While reading the listing below, count how many lines hold the word "lineWidth", and answer with the number only.

BEGIN Exercise materials

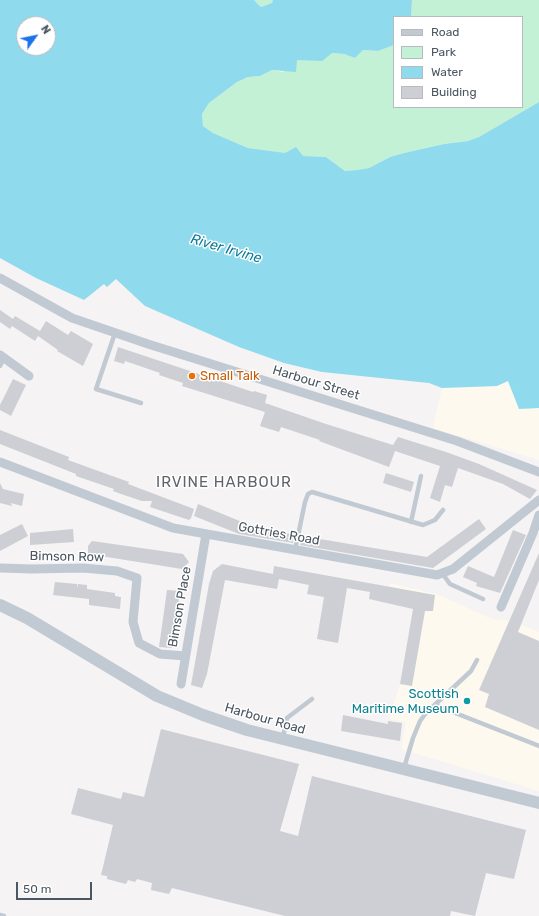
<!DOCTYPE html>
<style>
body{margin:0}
#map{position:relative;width:539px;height:916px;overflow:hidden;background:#f5f3f3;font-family:Rubik,sans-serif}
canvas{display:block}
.legend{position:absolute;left:393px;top:16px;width:130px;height:92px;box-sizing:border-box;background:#fff;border:1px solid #b7bbc0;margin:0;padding:5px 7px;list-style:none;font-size:12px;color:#4a5661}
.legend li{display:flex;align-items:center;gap:8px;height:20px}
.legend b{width:20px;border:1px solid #b7bbc0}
.north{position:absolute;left:16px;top:16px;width:40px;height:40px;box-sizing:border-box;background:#fff;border:1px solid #b7bbc0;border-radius:50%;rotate:57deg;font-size:11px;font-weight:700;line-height:16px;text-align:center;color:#4a5661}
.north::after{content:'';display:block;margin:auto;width:14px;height:18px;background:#1a73e8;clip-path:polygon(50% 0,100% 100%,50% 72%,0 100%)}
.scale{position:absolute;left:16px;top:882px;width:76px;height:18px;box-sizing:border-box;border:2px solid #4a5661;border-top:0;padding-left:5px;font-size:12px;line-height:14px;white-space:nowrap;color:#4a5661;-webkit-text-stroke:3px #fff;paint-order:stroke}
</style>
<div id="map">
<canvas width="539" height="916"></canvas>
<ul class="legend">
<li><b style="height:5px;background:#c1cad2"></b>Road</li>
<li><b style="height:11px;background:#c3f1d5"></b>Park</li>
<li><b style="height:11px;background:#90daee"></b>Water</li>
<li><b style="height:11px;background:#cdcfd5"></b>Building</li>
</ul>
<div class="north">N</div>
<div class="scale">50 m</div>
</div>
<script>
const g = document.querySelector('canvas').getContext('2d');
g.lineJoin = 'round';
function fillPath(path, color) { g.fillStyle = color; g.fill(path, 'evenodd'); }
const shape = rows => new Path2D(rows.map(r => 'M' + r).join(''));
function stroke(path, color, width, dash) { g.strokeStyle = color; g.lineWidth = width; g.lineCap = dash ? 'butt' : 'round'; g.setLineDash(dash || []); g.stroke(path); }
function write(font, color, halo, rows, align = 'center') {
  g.font = font + ' Rubik,sans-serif'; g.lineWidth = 3; g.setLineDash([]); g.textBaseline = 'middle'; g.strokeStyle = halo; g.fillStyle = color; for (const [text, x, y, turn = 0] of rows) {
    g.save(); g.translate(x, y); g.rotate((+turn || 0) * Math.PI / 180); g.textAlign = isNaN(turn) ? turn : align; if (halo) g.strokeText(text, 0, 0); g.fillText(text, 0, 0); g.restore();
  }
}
const commercial = shape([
 [508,381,519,409,539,408,539,460,433,428,442,388,496,386],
 [390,583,439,595,492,619,513,621,539,632,539,791,401,749,406,722,389,719,400,684,413,609,388,602]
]);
const green = shape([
 [254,0,273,0,273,3,261,7],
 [412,0,539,0,539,102,479,137,468,141,444,144,404,153,390,157,369,168,357,170,345,171,326,157,302,156,248,148,213,133,203,126,202,114,209,103,237,82,248,77,260,76,272,70,283,72,297,60,309,60,332,53,344,54,355,58,363,50,378,51,394,45,394,107,522,107,522,17,411,17]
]);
const water = shape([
 [0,0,254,0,261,7,272,3,273,0,412,0,411,17,394,17,394,45,378,51,363,50,355,58,344,54,332,53,322,61,297,60,296,72,272,70,260,76,248,77,237,82,209,103,202,114,203,126,213,133,248,148,285,153,296,147,303,156,326,157,345,171,357,170,369,168,390,157,404,153,444,144,468,141,479,137,539,102,539,408,519,409,508,381,497,386,442,388,429,383,322,372,284,363,239,347,145,306,116,279,107,287,104,284,84,300,36,278,0,258],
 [24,24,48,24,48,48,24,48]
]);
const building = shape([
 [0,310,13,319,15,316,40,331,46,321,68,335,71,331,93,344,83,366,57,351,58,350,38,336,35,341,12,326,10,329,0,322],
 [118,347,253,392,254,391,267,395,265,403,326,424,393,445,398,437,446,452,479,464,537,490,530,499,503,484,458,468,452,487,445,485,440,502,430,498,440,466,395,451,389,467,319,441,320,440,281,427,279,432,260,426,265,412,182,386,183,383,159,375,160,373,125,361,124,364,114,361],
 [13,379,26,385,11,416,0,410,0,405],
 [0,430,69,457,68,460,115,477,129,482,128,484,194,509,191,518,189,520,150,507,152,501,142,501,121,494,113,491,114,489,76,476,76,474,0,444],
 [386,473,414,482,411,492,383,483],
 [0,483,3,489,24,494,22,506,11,503,12,506,0,503],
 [198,504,247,524,291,534,294,535,293,543,239,534,194,516],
 [479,519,486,529,433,568,300,545,302,536,427,557],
 [22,524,28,536,0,551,0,535],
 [73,529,74,542,30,545,30,533],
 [513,530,526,535,500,593,476,586,477,583,463,577,468,566,494,577],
 [92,541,183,554,189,562,182,569,88,554,88,546],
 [539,553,539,580,518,632,539,641,539,730,485,707,489,694,479,690],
 [222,564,273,574,274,566,435,595,433,611,425,611,412,686,400,684,413,609,369,599,370,592,347,588,338,643,317,639,324,597,307,594,309,585,279,579,277,589,225,580,207,674,202,688,191,685,209,584,213,571],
 [55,582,77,584,77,588,78,584,87,585,87,589,115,593,115,596,121,597,120,609,89,605,89,599,53,595],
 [167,590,180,591,172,648,159,647],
 [343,715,388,724,388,721,402,723,400,741,341,731],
 [161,729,299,764,280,831,298,836,312,776,526,830,514,879,486,873,475,916,451,911,450,916,285,916,172,888,169,894,151,890,152,883,137,879,135,882,128,880,126,884,107,879,107,876,101,875,113,825,71,814,78,788,121,799,123,792,144,797]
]);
const service = shape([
 [115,333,96,389,141,403],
 [0,366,4,358],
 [411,522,421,476],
 [295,550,305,502,308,494,312,492,423,525,435,520,443,510],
 [442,573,450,584,483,599],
 [435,705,539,746],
 [283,737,287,718,312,699],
 [404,768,413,738,420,721,426,713,471,671,477,660],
 [0,915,4,916]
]);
const minor = shape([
 [0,278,72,318,148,344,457,441,539,472],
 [0,355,29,376],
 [0,462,173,528,437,575,453,569,539,500],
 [0,568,32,569,83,568,117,571,137,578,133,622,139,643,160,654,185,656],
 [501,607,533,533,539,515],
 [181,684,206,534]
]);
const tertiary = shape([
 [0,605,27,618,157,696,203,715,247,730,539,803]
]);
const markers = [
 [192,376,4,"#e8710a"],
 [467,701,4,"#0f9aa8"]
];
const foodNames = [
 ["Small Talk",200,376]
];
const streetNames = [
 ["Harbour Street",316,383,17],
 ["Gottries Road",279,534,10],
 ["Bimson Row",67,557,1],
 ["Bimson Place",180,607,-80],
 ["Harbour Road",265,719,16]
];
const cultureNames = [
 ["Scottish",459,694],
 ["Maritime Museum",459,709]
];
const waterNames = [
 ["River Irvine",226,249,16]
];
const quarterNames = [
 ["IRVINE HARBOUR",224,483]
];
fillPath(commercial, '#fdf9ef');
fillPath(green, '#c3f1d5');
fillPath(water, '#90daee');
fillPath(building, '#cdcfd5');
stroke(service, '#c1cad2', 4.5);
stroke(minor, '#c1cad2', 9);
stroke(tertiary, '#c1cad2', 12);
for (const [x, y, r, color] of markers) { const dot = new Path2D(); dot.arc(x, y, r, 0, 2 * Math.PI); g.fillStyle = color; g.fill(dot); stroke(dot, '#fff', 1.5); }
write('13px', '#c56008', '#fff', foodNames, 'left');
write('13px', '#4a5661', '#fff', streetNames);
write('13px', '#0d838f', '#fff', cultureNames, 'right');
write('italic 14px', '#0c7c9b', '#fff', waterNames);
g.letterSpacing = '1px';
write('15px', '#5f6368', '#fff', quarterNames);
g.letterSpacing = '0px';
</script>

END Exercise materials

Completed exercise:
2